__Input__.

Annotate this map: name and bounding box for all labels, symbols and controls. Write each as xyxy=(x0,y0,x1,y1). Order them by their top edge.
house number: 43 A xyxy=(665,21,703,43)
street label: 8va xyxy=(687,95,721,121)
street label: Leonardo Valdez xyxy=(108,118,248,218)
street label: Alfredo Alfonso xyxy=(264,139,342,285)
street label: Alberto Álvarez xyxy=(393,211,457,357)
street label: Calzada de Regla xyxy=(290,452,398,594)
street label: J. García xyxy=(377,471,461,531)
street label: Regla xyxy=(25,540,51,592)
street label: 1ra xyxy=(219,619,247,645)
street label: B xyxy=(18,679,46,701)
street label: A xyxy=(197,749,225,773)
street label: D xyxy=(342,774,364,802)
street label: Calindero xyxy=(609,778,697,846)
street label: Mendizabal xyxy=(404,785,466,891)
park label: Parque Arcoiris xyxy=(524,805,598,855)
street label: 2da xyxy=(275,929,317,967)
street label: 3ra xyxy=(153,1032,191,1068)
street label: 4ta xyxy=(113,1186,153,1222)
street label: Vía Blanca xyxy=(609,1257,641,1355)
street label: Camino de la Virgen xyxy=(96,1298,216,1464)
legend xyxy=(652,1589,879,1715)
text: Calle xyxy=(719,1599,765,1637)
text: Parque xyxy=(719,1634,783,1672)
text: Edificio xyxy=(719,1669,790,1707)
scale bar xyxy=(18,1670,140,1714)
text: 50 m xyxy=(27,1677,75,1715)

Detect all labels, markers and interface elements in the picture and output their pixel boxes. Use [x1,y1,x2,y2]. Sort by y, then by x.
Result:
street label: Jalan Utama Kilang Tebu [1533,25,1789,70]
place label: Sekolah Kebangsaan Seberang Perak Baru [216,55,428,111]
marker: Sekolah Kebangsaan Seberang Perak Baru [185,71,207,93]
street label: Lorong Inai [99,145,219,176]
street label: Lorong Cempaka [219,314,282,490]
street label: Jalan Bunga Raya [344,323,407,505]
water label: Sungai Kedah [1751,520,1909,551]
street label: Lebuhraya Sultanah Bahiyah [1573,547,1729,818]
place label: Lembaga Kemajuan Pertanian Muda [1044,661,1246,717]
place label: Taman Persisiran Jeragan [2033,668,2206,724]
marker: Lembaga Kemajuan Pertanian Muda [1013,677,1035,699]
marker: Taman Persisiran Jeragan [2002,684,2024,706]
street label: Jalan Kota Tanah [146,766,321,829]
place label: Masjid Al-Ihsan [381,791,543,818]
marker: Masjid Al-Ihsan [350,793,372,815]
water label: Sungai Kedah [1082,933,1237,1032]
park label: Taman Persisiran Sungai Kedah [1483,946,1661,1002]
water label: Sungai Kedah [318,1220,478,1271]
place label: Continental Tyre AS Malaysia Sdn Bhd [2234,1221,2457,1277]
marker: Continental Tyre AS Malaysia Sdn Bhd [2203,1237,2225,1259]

__Assigned task__. Throughout the material above, find each line with "Taman" and return it.

__Solution for this task__.
place label: Taman Persisiran Jeragan [2033,668,2206,724]
marker: Taman Persisiran Jeragan [2002,684,2024,706]
park label: Taman Persisiran Sungai Kedah [1483,946,1661,1002]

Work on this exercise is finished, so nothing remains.